Alfredo abrió los ojos. Nadie se movía de sitio. El frío de la compra que llevaba entre manos empezó a quemarle los dedos y se dirigió a la caja a la vez que la señora del carrito hacía lo mismo. Llegó él primero tras esquivarla como si estuviera patinando sobre hielo.
Los insultos se desataron inmediatamente.
—¡Ah! ¿Te crees muy listo no, cabrón? ¡Oye, guapa, no le cobres primero que se ha saltado la cola!
La hermosa cajera se apiadó de Alfredo y lo miró con ternura.
—Esta es mi marca favorita de helado. La que más.
Alfredo le miró como quien mira una aparición.
—Y nunca he probado este sabor. ¿Está rico?
Alfredo giró la cabeza para ver a la señora del carro que arribaba a la caja con desparpajo, armada hasta los dientes como si fuera samurái.

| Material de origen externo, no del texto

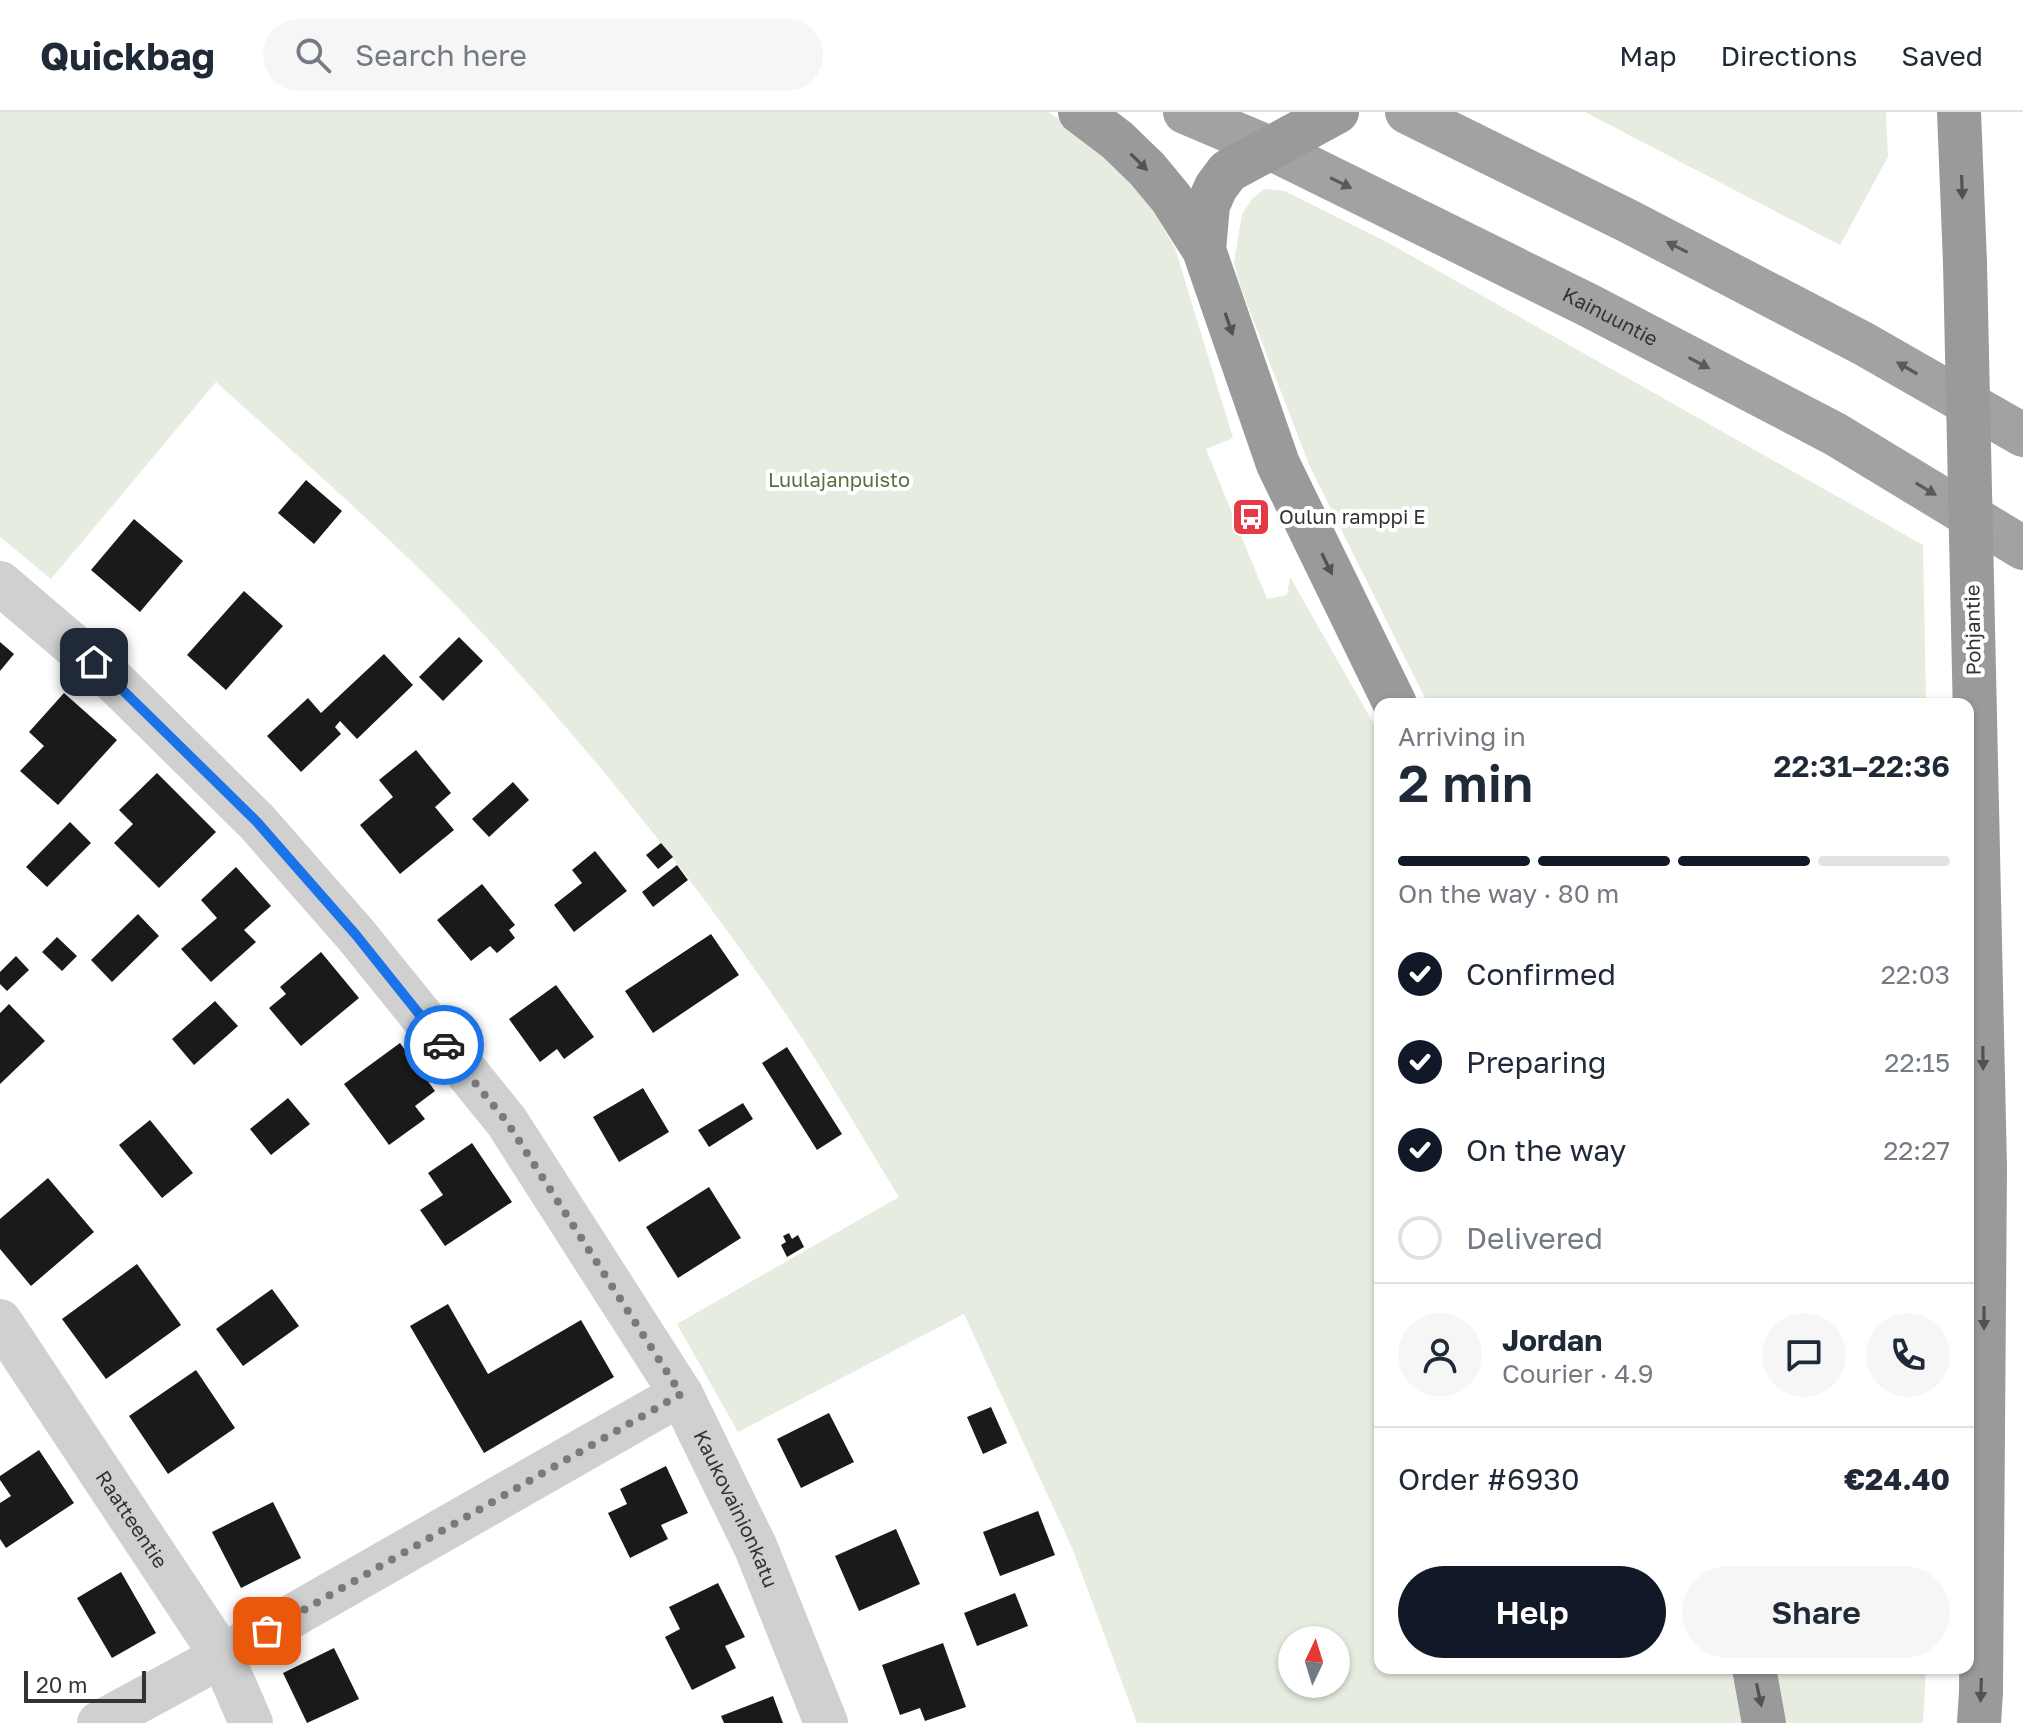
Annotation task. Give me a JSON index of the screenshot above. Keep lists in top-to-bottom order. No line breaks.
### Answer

—¡Que no, guapa, que no, que yo estaba primero! Este pringao no me quita el sitio, niña.
La señora cogió el paquete de guisantes, lanzándolo al suelo. Alfredo volvió a mirar a la preciosa empleada que ahora estaba asombrada con la actitud de la señora y giró el micrófono hacia su boca.
—Seguridad a caja, seguridad a caja. Código cuatro, seguridad a caja. Gracias.
—¡Eso! Que lo vengan a quitar del medio a este gilipollas. ¡Qué poca vergüenza tienes, rico! ¡¡Mucho morro es lo que hay!!
La cajera alzó la vista para ver los ojos de Alfredo, y habló.
—¿Quiere otra bolsa de guisantes? Esa está rota.